Visual trees come into play when mapping out the relationships between
these themes. For example, a visual tree might explain how patient experiences
are linked to specific adverse events and treatment preferences. This
structured representation adds depth to the understanding of the relationships
uncovered by word clouds.
Graph databases further enhance the analysis, by unraveling complex networks influencing treatment selection. Nodes can represent clinical factors (eg. drug efficacy, side effects) and non-clinical factors (eg. patient demographics, regional considerations); whereas edges denote connections among these factors and their impact on treatment protocols. The integration of graph databases provides a holistic view of the multifaceted landscape that guides treatment decisions.
A word of caution – like with all QDA, it’s easy to get caught up in the
method and the visualization; instead of focusing on the outcomes.
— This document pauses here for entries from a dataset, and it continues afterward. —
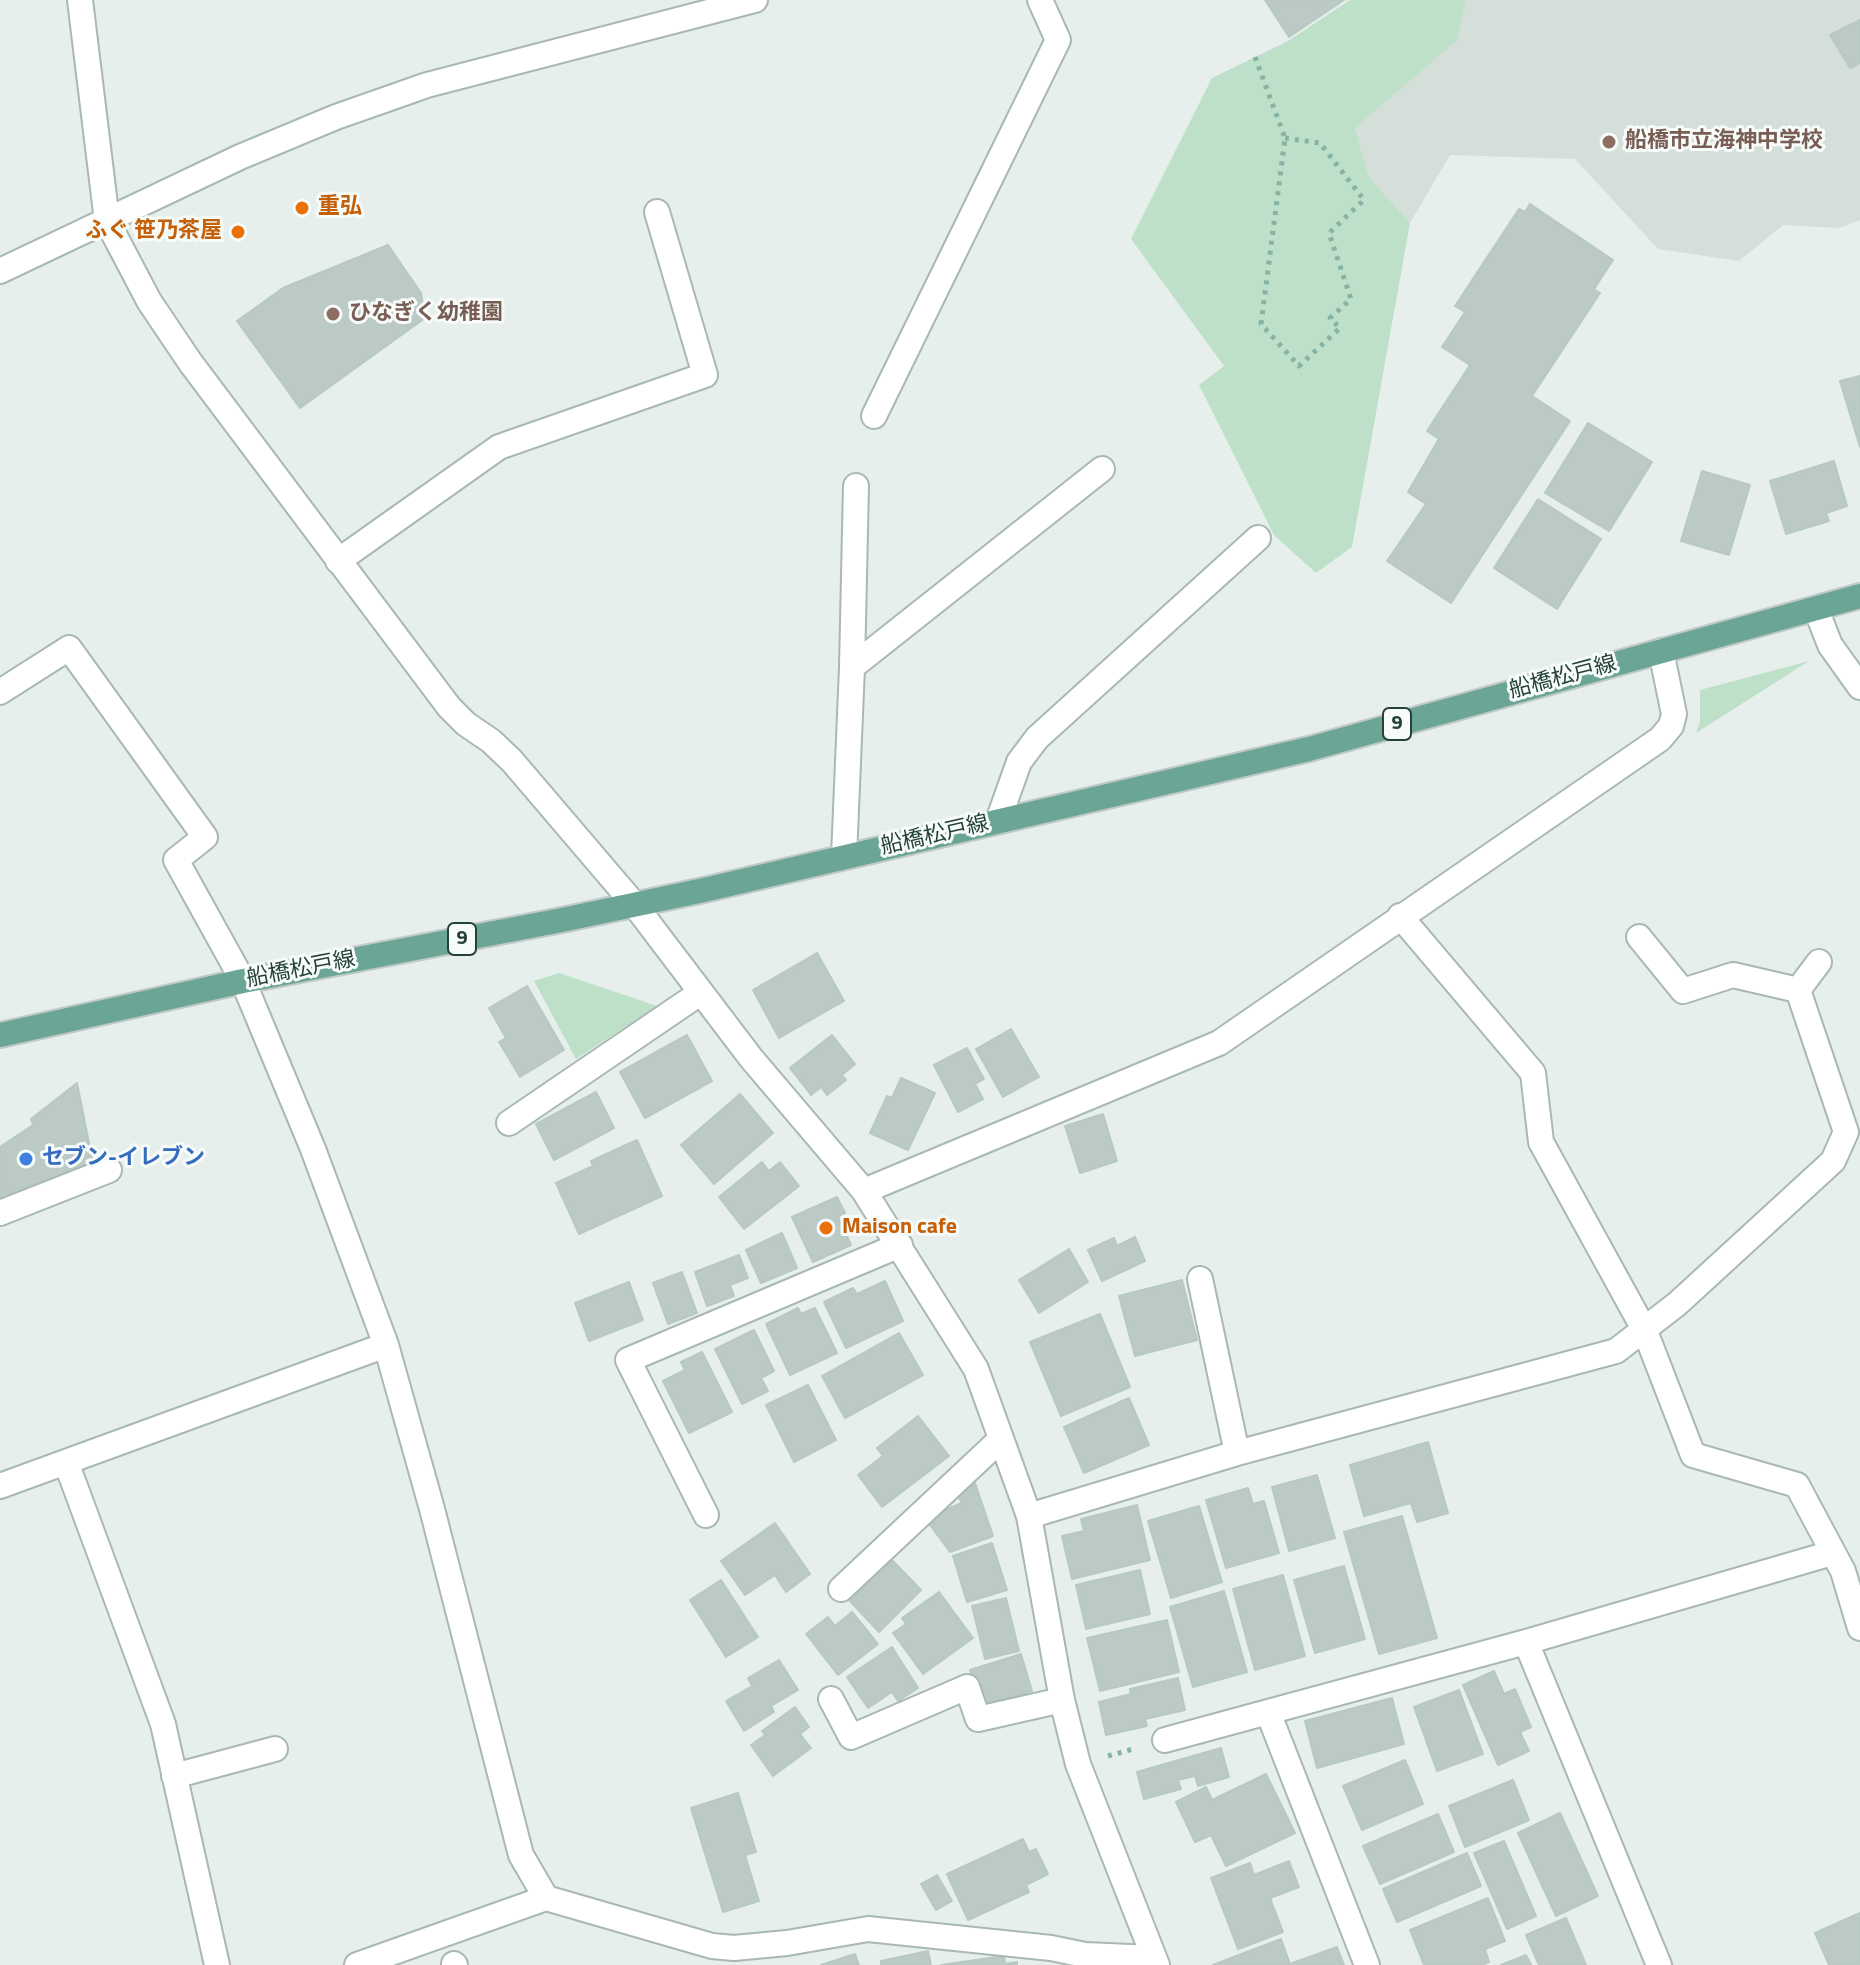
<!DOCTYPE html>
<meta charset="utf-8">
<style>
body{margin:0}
canvas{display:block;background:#e6efeb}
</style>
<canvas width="1860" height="1965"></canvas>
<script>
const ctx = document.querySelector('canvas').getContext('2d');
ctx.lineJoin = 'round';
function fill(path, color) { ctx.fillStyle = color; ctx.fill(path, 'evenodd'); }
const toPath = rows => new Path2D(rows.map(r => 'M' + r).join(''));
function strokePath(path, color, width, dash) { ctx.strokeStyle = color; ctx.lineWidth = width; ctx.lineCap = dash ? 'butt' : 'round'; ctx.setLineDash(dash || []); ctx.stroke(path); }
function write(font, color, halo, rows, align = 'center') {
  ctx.font = font + ' "Titillium Web","Noto Sans JP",sans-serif'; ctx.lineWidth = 6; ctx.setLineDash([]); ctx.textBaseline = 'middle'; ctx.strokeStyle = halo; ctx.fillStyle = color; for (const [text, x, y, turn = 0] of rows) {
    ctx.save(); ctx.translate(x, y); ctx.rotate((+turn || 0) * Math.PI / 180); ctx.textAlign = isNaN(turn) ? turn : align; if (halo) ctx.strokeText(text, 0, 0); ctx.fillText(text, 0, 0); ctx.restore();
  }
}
const built = toPath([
 [1466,0,1860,0,1860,220,1839,228,1783,225,1739,261,1658,249,1575,159,1450,155,1410,223,1369,177,1355,128,1456,40]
]);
const green = toPath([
 [1350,0,1466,0,1457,40,1355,128,1369,177,1410,223,1352,547,1316,573,1274,535,1199,385,1224,366,1131,239,1212,78,1288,41],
 [1809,661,1696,733,1700,722,1700,690],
 [559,973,657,1006,576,1059,534,981]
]);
const building = toPath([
 [1265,0,1344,0,1289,37,1265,0],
 [1860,20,1860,63,1850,68,1830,35,1860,20],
 [1530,204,1613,260,1594,289,1600,293,1532,396,1570,421,1451,603,1387,561,1426,504,1408,492,1439,439,1427,431,1470,365,1442,347,1465,312,1455,306,1519,209,1525,212,1530,204],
 [388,245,421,293,425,318,300,408,237,321,283,288,388,245],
 [1860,376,1860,447,1840,381,1860,376],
 [1588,423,1652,462,1609,531,1545,493,1588,423],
 [1834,461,1847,506,1826,513,1829,521,1786,534,1770,481,1834,461],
 [1702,471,1750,485,1729,555,1681,541,1702,471],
 [1538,499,1601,539,1557,609,1494,568,1538,499],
 [817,953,844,1001,779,1038,753,990,817,953],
 [527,986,564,1050,520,1077,499,1042,506,1038,489,1008,527,986],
 [1011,1029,1039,1077,1003,1097,976,1049,1011,1029],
 [687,1035,712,1081,645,1118,620,1072,687,1035],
 [832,1035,855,1064,842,1075,846,1080,827,1095,821,1087,811,1095,790,1068,832,1035],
 [967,1048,984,1079,975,1084,983,1099,958,1112,934,1065,967,1048],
 [901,1078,935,1093,908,1150,870,1133,887,1096,892,1098,901,1078],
 [77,1083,94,1168,0,1204,0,1147,33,1125,31,1119,77,1083],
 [596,1092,614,1128,554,1160,536,1124,596,1092],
 [740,1094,773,1133,714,1184,681,1145,740,1094],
 [1103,1114,1117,1161,1080,1173,1065,1126,1103,1114],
 [637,1140,662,1196,579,1234,556,1183,593,1166,591,1161,637,1140],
 [762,1162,769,1171,780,1162,799,1186,744,1229,719,1197,762,1162],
 [837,1197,845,1213,838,1217,851,1245,813,1262,792,1217,837,1197],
 [782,1233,797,1268,761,1283,746,1250,782,1233],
 [1135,1237,1145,1261,1102,1281,1088,1250,1114,1238,1117,1246,1135,1237],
 [1069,1249,1088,1282,1039,1313,1019,1280,1069,1249],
 [739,1255,748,1278,730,1285,734,1296,707,1306,695,1272,739,1255],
 [682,1272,697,1313,668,1324,653,1283,682,1272],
 [1182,1280,1197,1340,1135,1356,1119,1296,1182,1280],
 [885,1281,903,1321,846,1348,824,1302,853,1288,857,1294,885,1281],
 [629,1282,643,1320,589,1341,575,1303,629,1282],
 [798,1308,801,1314,815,1308,837,1353,790,1375,766,1324,798,1308],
 [1100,1314,1130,1387,1061,1416,1030,1342,1100,1314],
 [754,1330,774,1371,761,1378,768,1391,742,1404,715,1349,754,1330],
 [899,1333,923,1375,845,1418,822,1376,899,1333],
 [702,1352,732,1412,689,1433,663,1381,685,1370,681,1362,702,1352],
 [808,1385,836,1440,794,1462,766,1405,808,1385],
 [1129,1398,1149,1445,1084,1473,1064,1427,1129,1398],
 [918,1416,949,1456,882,1507,858,1475,883,1456,877,1448,918,1416],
 [1428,1442,1448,1513,1417,1522,1411,1503,1364,1516,1350,1465,1428,1442],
 [1317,1475,1335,1538,1289,1551,1272,1487,1317,1475],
 [975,1483,993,1536,950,1552,925,1518,962,1503,955,1490,975,1483],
 [1248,1488,1253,1504,1264,1501,1279,1553,1226,1568,1206,1500,1248,1488],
 [1137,1505,1150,1560,1072,1579,1062,1536,1084,1531,1081,1519,1137,1505],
 [1199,1506,1222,1582,1171,1598,1148,1521,1199,1506],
 [1402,1516,1437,1638,1379,1654,1344,1532,1402,1516],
 [775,1523,810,1574,786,1592,775,1575,745,1595,721,1561,775,1523],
 [992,1543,1007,1590,967,1602,953,1556,992,1543],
 [892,1560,921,1590,879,1632,850,1601,892,1560],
 [1344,1566,1365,1639,1315,1653,1294,1580,1344,1566],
 [1140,1570,1150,1614,1086,1629,1076,1585,1140,1570],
 [1283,1575,1305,1656,1255,1670,1233,1589,1283,1575],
 [721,1580,758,1637,726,1657,690,1600,721,1580],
 [1224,1591,1247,1672,1193,1687,1170,1607,1224,1591],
 [939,1592,973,1638,923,1674,893,1633,906,1624,902,1618,939,1592],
 [1006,1598,1019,1651,985,1659,972,1606,1006,1598],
 [852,1612,878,1644,838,1675,806,1634,828,1617,835,1626,852,1612],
 [1167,1620,1179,1672,1100,1691,1087,1638,1167,1620],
 [892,1647,918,1688,898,1701,892,1692,868,1708,847,1677,892,1647],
 [1021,1654,1032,1691,981,1706,970,1670,1021,1654],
 [779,1660,798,1690,771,1706,774,1712,744,1731,726,1701,752,1686,748,1678,779,1660],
 [1494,1671,1504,1694,1515,1689,1531,1727,1520,1732,1529,1751,1498,1765,1463,1685,1494,1671],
 [1178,1678,1185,1710,1145,1719,1147,1726,1106,1735,1099,1702,1131,1694,1130,1689,1178,1678],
 [1459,1690,1483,1754,1437,1771,1414,1707,1459,1690],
 [1392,1698,1404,1744,1317,1768,1305,1721,1392,1698],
 [795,1707,809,1727,800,1734,811,1748,773,1776,751,1745,765,1735,762,1731,795,1707],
 [1221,1748,1229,1777,1198,1786,1195,1776,1178,1780,1181,1789,1144,1799,1137,1772,1221,1748],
 [1405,1760,1423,1804,1362,1830,1343,1786,1405,1760],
 [1266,1774,1295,1833,1226,1866,1211,1835,1195,1842,1176,1802,1206,1787,1212,1800,1266,1774],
 [1513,1780,1529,1820,1465,1847,1449,1806,1513,1780],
 [738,1793,756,1852,745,1855,759,1901,723,1912,691,1808,738,1793],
 [1560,1813,1598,1896,1556,1916,1518,1833,1560,1813],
 [1438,1814,1454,1852,1380,1884,1363,1846,1438,1814],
 [1023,1839,1029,1852,1036,1849,1048,1874,1026,1885,1029,1892,968,1920,947,1874,1023,1839],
 [1504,1841,1536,1916,1507,1929,1474,1853,1504,1841],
 [1467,1853,1481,1886,1397,1922,1383,1889,1467,1853],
 [1289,1861,1299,1887,1270,1898,1283,1932,1238,1949,1211,1878,1250,1863,1254,1875,1289,1861],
 [937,1875,952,1901,936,1910,921,1884,937,1875],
 [1488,1898,1505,1941,1485,1949,1489,1962,1482,1965,1424,1965,1410,1930,1488,1898],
 [1860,1913,1860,1965,1829,1965,1815,1933,1860,1913],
 [1566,1918,1586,1965,1539,1965,1526,1935,1566,1918],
 [1281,1939,1290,1964,1337,1947,1344,1965,1213,1965,1281,1939],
 [928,1951,931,1965,881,1965,881,1961,928,1951],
 [855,1954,859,1965,821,1965,855,1954],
 [1526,1955,1531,1965,1501,1965,1526,1955],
 [1004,1956,1005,1964,1017,1962,1017,1965,941,1965,1004,1956]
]);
const path = toPath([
 [1255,57,1285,138,1261,324,1299,366,1340,328,1330,318,1351,299,1329,233,1364,200,1320,143,1285,138],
 [1108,1756,1133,1749]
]);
const minor = toPath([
 [80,0,107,221,149,301,190,362,449,707,466,724,491,741,512,761,634,904,751,1058,864,1191,976,1369,1029,1516,1062,1700,1078,1764,1157,1965],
 [0,271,240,157,336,117,427,85,755,0],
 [874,416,1058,40,1040,0],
 [338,561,499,447,705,375,657,212],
 [1816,609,1830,645,1860,687],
 [852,667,1102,469],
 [0,692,69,648,205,837,176,860,243,981,313,1149,386,1345,432,1509,521,1855,546,1898],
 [998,821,1019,762,1037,738,1258,538],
 [844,857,852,667,856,486],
 [1400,916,1533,1073,1541,1142,1645,1331,1693,1455,1797,1485,1843,1571,1860,1628],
 [1798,990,1819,962],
 [509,1123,700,993],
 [864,1191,1219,1043,1660,739,1671,726,1674,714,1661,651],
 [0,1213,109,1170],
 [1200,1279,1237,1453],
 [66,1462,163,1724,217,1965],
 [0,1486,386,1345],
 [706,1515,628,1360,900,1245],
 [1029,1516,1237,1453,1616,1351,1677,1304,1833,1161,1846,1132,1798,990,1733,975,1683,991,1639,937],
 [841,1589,1001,1439],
 [1526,1642,1659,1965],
 [831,1699,851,1737,967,1687,978,1719,1062,1700],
 [1165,1740,1268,1712],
 [174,1776,275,1749],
 [454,1964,455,1965],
 [357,1965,546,1898,712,1946,734,1948,787,1943,868,1929,1051,1948,1085,1955,1153,1958],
 [1367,1965,1268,1712,1526,1642,1832,1553]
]);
const major = toPath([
 [0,1035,243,981,562,920,704,890,1056,808,1309,749,1860,596]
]);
const markers = [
 [1609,142,8,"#8d6e63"],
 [302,208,8,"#e8710a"],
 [238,232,8,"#e8710a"],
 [333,314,8,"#8d6e63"],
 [26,1159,8,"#3f7fe0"],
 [826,1228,8,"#e8710a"]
];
const shields = [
 [1397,724,28],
 [462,939,28]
];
const shieldNames = [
 ["9",1397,724],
 ["9",462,939]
];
const educationNames = [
 ["船橋市立海神中学校",1625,142],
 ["ひなぎく幼稚園",349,314]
];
const foodNames = [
 ["重弘",318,208],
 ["ふぐ 笹乃茶屋",222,232,"right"],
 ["Maison cafe",842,1228]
];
const streetNames = [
 ["船橋松戸線",1563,678,-15],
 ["船橋松戸線",935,836,-13],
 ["船橋松戸線",301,970,-11]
];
const shopNames = [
 ["セブン-イレブン",42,1159]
];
fill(built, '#d4dfda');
fill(green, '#bfe0c8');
fill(building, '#bbcac4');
strokePath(building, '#b8c9c2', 2);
strokePath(minor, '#a8b8b2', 28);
strokePath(major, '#c2cac8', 28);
strokePath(path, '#86b3a5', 5, [4, 6]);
strokePath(minor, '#fff', 24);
strokePath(major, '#6aa596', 24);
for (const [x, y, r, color] of markers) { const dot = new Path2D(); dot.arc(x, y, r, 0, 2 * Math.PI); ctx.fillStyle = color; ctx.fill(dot); strokePath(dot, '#f7fbf9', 3); }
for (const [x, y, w] of shields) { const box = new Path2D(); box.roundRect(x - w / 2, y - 16, w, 32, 6); ctx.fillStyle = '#f7fbf9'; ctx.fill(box); strokePath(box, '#24423a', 2); }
write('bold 20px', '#24423a', null, shieldNames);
write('bold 22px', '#785e54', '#f7fbf9', educationNames, 'left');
write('bold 22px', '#c56008', '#f7fbf9', foodNames, 'left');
write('22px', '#24423a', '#f7fbf9', streetNames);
write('bold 22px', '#366cbe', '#f7fbf9', shopNames, 'left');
</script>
And that is
where tools like Flowres,
with their visualization and insight exploration capabilities, can both
simplify and accelerate the process.
Case Study: Decoding Treatment Regimen
Selection Drivers
In a pharmaceutical market research study focused on metastatic
non-small cell lung cancer (mNSCLC), the research question our client wanted
answered was: What clinical and non-clinical factors are key drivers in
selecting a treatment regimen? Let’s take a look at how the analysis progressed
after data collection and preparation.
1. Word Cloud
Analysis: Thematic word clouds swiftly identified that the top 3 clinical factors were
drug efficacy, treatment adherence and adverse events. Similarly, the top 3 non-clinical
factors were patient demographics, geographical considerations, and
socioeconomic influences. Further, Sentiment analysis word clouds offered
insights into the emotional tone associated with different treatment regimens.
2. Visual Tree Mapping: Building upon
the themes uncovered by word clouds, researchers created a visual map to flesh
out hierarchical relationships. The visual tree revealed sub-themes around the
non-clinical factors driving the selection of an infusion based v/s an oral
protocol
3. Graph Database
Exploration: Leveraging a graph database, we could map out the entire network of
clinical and non-clinical factors influencing treatment selection. Nodes
representing drug efficacy, patient demographics, and treatment preferences,
with edges connecting these factors, illustrated their impact on specific
treatment protocol selection.
Conclusion
In the dynamic realm of Pharmaceutical market research, the synergy of word clouds, visual trees, and graph databases creates a powerful trifecta for understanding Qualitative data in its entirety. This integrated approach goes beyond isolated analyses, providing a comprehensive and nuanced view of stakeholder perceptions, thematic hierarchies, and intricate networks. Harnessing the capabilities of these integrated tools is now becoming indispensable for pharmaceutical researchers aiming to influence data-driven decisions.
The case study exemplifies how these techniques converge to answer critical research questions and guide informed decision-making in the complex landscape of treatment selection. Do continue to watch this space as we continue pushing the boundaries of QDA, to help our users efficiently achieve insight-rich outputs.